The task
List all lines of the data that include the string "function".

Source records
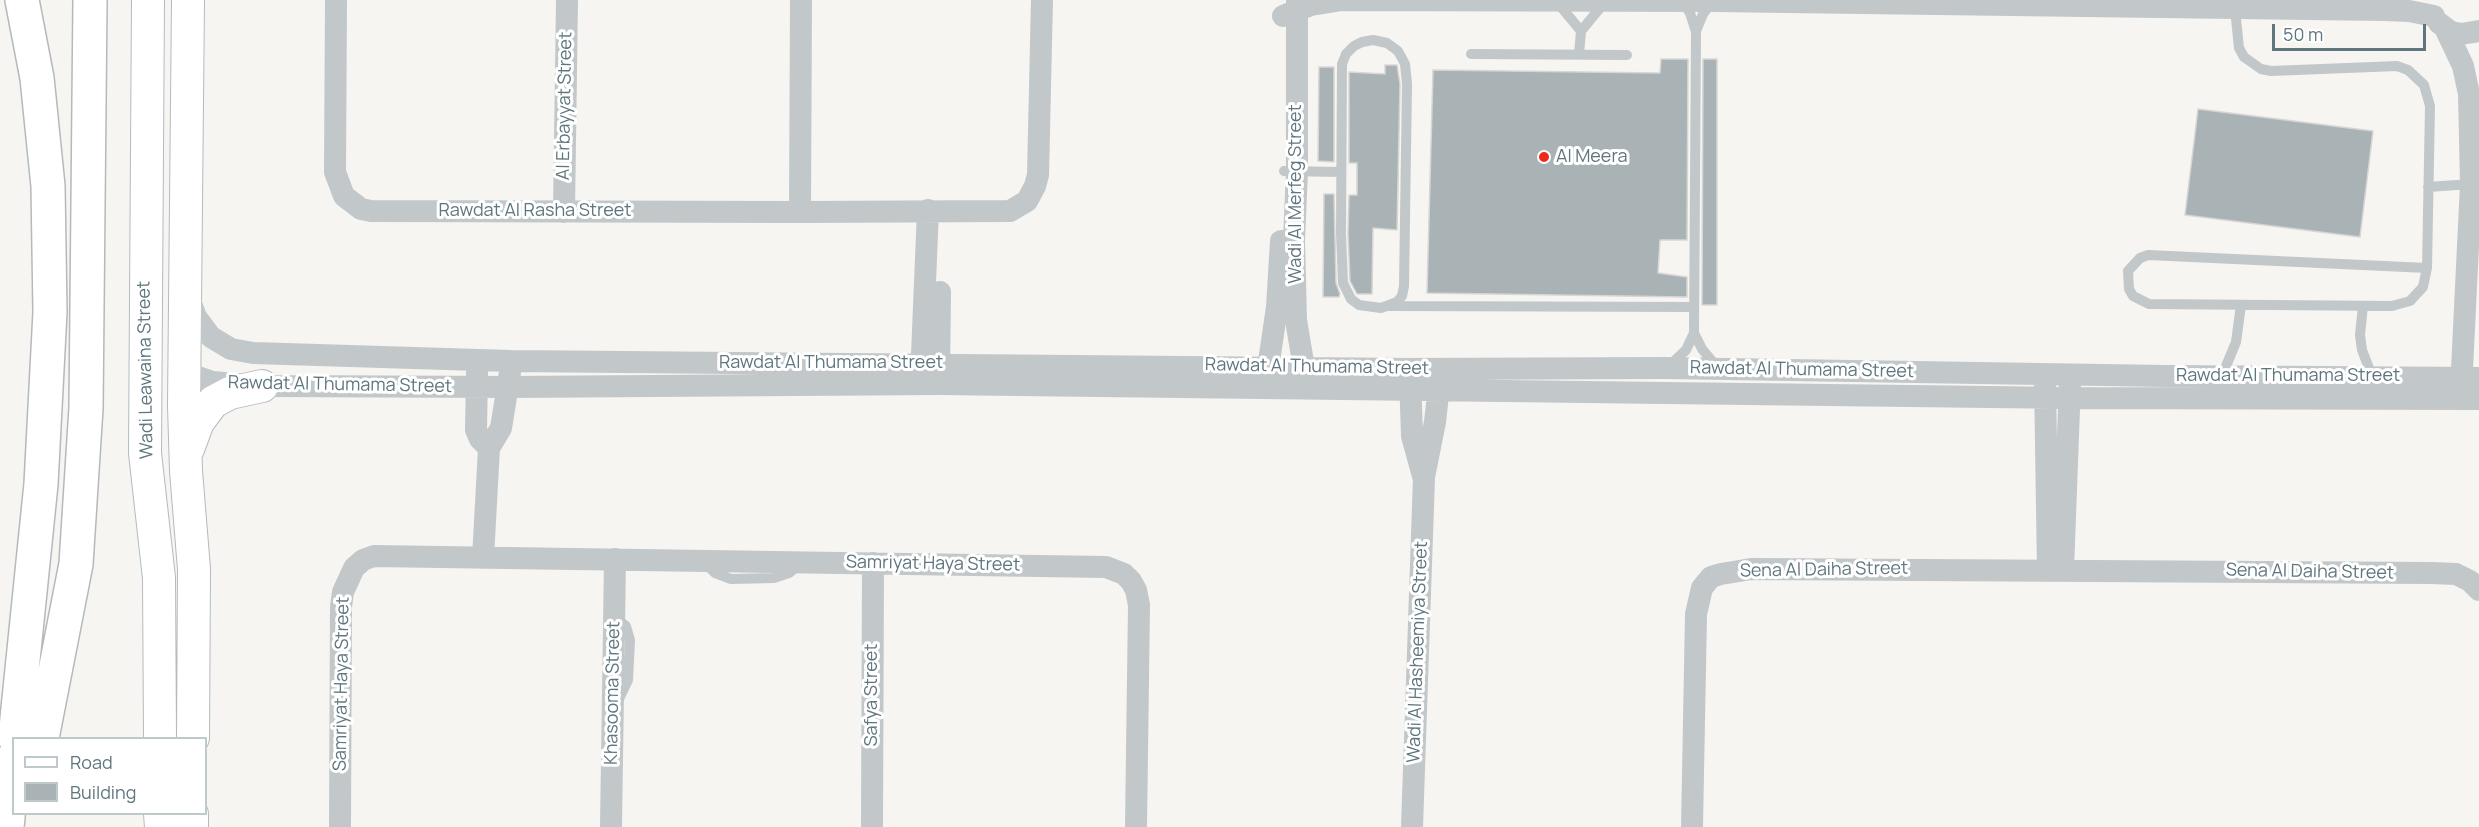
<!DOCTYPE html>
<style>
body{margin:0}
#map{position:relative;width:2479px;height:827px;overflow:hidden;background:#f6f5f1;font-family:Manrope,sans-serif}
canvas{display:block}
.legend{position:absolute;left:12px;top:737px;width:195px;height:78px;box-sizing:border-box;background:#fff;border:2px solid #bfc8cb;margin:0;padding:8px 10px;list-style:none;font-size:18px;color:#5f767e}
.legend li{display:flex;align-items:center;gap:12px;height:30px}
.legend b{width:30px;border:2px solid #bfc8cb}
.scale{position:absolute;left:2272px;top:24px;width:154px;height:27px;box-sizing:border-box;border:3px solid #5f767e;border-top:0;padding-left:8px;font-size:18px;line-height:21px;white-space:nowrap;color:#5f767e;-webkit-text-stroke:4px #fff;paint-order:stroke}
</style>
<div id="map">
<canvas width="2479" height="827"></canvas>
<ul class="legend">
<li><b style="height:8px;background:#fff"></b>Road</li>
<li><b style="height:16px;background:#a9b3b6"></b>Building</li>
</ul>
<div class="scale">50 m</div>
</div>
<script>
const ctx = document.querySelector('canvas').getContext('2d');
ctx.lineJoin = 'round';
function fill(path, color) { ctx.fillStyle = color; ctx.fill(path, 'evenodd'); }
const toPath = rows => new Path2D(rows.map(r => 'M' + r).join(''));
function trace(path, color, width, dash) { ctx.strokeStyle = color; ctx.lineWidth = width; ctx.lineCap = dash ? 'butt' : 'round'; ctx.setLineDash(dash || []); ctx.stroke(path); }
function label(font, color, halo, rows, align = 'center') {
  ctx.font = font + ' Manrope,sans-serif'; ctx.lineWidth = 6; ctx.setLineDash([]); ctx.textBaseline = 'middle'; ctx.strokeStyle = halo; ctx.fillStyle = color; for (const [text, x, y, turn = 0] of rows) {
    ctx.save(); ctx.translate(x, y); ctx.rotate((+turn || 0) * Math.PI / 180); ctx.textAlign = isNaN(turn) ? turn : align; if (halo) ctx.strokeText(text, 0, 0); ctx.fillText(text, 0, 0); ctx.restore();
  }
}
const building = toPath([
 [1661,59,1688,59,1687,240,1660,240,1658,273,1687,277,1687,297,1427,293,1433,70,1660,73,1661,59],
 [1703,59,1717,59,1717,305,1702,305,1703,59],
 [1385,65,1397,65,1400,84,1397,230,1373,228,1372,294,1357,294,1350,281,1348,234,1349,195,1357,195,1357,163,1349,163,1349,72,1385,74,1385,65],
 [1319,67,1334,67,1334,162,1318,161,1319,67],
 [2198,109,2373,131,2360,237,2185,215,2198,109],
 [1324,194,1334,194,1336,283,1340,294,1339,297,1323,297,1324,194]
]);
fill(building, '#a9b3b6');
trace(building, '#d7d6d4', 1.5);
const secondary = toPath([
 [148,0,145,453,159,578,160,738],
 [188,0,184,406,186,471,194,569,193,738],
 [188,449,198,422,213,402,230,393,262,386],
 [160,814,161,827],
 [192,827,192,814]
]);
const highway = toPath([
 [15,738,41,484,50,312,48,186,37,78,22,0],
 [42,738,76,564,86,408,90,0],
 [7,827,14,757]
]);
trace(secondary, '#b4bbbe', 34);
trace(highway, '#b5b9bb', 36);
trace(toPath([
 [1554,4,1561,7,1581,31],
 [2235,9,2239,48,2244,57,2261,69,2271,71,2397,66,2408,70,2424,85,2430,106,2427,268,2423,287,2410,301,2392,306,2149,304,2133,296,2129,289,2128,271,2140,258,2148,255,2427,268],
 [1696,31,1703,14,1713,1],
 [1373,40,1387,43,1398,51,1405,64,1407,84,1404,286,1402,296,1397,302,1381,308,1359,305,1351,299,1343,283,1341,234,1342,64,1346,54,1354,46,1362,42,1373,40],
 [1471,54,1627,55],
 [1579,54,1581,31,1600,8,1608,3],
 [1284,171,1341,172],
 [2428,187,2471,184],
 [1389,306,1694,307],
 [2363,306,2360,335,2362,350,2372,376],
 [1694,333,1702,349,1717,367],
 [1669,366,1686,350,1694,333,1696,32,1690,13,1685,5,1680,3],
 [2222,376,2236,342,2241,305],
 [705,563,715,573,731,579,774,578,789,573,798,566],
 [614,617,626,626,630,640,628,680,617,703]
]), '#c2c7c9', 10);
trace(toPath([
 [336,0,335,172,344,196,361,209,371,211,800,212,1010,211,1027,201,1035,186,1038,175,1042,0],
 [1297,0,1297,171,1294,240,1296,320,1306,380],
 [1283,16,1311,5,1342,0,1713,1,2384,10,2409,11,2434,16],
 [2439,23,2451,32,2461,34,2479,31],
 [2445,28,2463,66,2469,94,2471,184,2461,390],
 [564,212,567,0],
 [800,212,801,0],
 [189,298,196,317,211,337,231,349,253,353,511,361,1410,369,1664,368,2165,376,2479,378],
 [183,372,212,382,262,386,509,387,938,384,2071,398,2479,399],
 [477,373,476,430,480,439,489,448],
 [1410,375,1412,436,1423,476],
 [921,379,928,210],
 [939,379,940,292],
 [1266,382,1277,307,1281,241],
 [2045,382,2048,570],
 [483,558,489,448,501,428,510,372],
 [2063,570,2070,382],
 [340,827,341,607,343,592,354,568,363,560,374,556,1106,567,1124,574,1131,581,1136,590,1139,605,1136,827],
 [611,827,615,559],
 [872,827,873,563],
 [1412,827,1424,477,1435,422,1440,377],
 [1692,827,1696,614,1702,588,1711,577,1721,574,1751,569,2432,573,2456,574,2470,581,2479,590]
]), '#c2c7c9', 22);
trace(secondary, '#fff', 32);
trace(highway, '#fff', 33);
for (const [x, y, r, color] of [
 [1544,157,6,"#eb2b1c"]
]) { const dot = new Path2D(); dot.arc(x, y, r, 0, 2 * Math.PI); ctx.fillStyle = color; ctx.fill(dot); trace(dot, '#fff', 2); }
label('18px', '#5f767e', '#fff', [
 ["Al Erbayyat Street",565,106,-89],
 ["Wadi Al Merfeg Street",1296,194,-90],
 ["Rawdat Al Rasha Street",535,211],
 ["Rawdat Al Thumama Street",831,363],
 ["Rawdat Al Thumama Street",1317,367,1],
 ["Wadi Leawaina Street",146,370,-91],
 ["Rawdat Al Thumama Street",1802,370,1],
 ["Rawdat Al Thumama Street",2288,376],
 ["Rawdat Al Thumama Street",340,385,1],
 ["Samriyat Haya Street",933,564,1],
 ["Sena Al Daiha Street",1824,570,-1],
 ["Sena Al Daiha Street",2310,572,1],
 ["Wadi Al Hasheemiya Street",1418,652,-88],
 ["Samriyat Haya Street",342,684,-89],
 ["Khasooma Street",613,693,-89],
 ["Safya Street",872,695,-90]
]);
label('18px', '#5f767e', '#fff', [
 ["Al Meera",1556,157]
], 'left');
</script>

Task solution
function fill(path, color) { ctx.fillStyle = color; ctx.fill(path, 'evenodd'); }
function trace(path, color, width, dash) { ctx.strokeStyle = color; ctx.lineWidth = width; ctx.lineCap = dash ? 'butt' : 'round'; ctx.setLineDash(dash || []); ctx.stroke(path); }
function label(font, color, halo, rows, align = 'center') {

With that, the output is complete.